> _Stored entries_
★ ★ ★ ★ ★
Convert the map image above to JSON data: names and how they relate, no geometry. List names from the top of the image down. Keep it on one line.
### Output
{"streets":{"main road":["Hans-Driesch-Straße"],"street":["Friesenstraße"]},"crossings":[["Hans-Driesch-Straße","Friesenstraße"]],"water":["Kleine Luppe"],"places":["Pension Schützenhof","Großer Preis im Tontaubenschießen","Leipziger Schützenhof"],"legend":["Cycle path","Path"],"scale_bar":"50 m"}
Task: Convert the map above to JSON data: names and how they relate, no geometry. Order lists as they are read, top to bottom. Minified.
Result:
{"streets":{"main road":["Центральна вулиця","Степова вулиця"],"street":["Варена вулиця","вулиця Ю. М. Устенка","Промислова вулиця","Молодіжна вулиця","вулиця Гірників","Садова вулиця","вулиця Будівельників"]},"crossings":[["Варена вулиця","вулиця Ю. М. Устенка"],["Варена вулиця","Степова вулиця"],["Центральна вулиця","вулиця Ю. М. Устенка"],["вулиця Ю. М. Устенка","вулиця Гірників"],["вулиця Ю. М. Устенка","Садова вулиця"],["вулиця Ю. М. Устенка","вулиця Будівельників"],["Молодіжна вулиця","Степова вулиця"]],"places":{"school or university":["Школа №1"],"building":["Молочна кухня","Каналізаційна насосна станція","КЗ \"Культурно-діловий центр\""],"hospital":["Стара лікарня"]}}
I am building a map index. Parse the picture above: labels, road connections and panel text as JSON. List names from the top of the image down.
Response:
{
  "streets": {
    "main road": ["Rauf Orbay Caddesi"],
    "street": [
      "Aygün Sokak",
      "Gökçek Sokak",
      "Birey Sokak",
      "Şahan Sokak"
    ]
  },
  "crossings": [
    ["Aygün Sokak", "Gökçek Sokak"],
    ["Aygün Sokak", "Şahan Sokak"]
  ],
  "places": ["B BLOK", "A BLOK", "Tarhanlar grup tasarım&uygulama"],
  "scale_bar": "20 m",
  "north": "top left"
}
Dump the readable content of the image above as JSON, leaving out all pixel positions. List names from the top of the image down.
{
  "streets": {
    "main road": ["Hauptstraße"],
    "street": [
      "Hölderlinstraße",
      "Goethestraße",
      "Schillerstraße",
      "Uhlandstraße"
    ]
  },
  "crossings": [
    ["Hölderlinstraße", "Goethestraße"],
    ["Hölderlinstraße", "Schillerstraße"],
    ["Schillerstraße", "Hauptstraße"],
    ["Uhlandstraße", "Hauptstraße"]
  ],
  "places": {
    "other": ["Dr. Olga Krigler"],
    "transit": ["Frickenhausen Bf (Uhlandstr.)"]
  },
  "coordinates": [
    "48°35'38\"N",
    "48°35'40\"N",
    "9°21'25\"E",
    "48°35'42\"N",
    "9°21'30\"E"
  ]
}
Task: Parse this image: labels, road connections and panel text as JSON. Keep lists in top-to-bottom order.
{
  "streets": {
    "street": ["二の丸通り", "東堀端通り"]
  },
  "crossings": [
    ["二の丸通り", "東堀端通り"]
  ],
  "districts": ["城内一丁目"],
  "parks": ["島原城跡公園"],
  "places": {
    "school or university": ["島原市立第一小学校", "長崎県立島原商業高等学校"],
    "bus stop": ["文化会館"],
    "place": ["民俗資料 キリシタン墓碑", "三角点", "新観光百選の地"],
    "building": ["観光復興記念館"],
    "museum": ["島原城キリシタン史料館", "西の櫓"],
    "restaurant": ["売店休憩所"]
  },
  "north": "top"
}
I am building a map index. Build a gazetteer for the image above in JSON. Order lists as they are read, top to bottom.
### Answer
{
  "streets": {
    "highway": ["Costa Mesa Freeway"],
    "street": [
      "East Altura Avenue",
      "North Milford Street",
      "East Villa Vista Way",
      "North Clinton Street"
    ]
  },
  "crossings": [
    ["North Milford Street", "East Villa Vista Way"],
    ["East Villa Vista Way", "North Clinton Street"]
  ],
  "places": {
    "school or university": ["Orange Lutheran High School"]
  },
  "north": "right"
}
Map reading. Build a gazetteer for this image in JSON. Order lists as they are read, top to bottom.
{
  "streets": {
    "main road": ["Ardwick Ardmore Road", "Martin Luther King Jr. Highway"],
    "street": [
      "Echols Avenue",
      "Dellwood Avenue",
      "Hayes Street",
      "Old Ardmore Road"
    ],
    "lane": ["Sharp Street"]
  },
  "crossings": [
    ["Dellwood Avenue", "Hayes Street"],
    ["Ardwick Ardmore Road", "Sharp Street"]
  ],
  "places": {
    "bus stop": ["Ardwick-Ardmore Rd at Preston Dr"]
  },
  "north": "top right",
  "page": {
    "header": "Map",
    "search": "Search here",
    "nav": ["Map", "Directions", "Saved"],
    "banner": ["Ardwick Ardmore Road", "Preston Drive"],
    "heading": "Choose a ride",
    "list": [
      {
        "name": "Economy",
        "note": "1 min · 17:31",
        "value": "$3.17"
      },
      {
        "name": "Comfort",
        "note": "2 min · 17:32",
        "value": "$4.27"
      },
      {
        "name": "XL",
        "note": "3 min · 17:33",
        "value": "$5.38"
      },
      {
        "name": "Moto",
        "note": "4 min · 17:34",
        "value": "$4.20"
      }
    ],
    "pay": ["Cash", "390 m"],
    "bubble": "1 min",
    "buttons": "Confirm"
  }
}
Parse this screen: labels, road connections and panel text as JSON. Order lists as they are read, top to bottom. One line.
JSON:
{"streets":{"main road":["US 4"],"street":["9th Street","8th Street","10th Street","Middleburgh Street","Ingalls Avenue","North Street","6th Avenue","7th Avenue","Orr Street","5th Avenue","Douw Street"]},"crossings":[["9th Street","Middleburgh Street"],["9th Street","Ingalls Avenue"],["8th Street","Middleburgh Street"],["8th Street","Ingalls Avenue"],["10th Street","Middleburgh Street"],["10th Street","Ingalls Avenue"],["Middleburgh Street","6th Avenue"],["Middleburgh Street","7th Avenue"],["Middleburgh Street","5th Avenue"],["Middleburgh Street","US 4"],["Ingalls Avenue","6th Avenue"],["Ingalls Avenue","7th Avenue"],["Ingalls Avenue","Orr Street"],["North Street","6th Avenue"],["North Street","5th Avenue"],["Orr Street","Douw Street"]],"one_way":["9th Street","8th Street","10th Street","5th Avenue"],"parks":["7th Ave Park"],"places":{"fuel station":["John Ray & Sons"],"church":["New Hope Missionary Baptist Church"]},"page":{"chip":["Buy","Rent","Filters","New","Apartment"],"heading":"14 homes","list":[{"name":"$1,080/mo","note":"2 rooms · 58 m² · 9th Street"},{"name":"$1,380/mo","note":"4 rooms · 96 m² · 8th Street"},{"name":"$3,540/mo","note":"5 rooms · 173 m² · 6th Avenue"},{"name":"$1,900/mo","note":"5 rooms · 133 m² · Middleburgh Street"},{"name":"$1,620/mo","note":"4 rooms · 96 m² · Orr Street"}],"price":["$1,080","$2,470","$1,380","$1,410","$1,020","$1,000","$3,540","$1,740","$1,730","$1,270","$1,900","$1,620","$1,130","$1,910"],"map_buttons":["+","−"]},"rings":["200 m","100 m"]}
★ ★ ★ ★ ★
> _The problem_
Send back the lines of the records word for word, from the very first through the line containing "Task: Convert the".

> _Expected answer_
Convert the map image above to JSON data: names and how they relate, no geometry. List names from the top of the image down. Keep it on one line.
### Output
{"streets":{"main road":["Hans-Driesch-Straße"],"street":["Friesenstraße"]},"crossings":[["Hans-Driesch-Straße","Friesenstraße"]],"water":["Kleine Luppe"],"places":["Pension Schützenhof","Großer Preis im Tontaubenschießen","Leipziger Schützenhof"],"legend":["Cycle path","Path"],"scale_bar":"50 m"}
Task: Convert the map above to JSON data: names and how they relate, no geometry. Order lists as they are read, top to bottom. Minified.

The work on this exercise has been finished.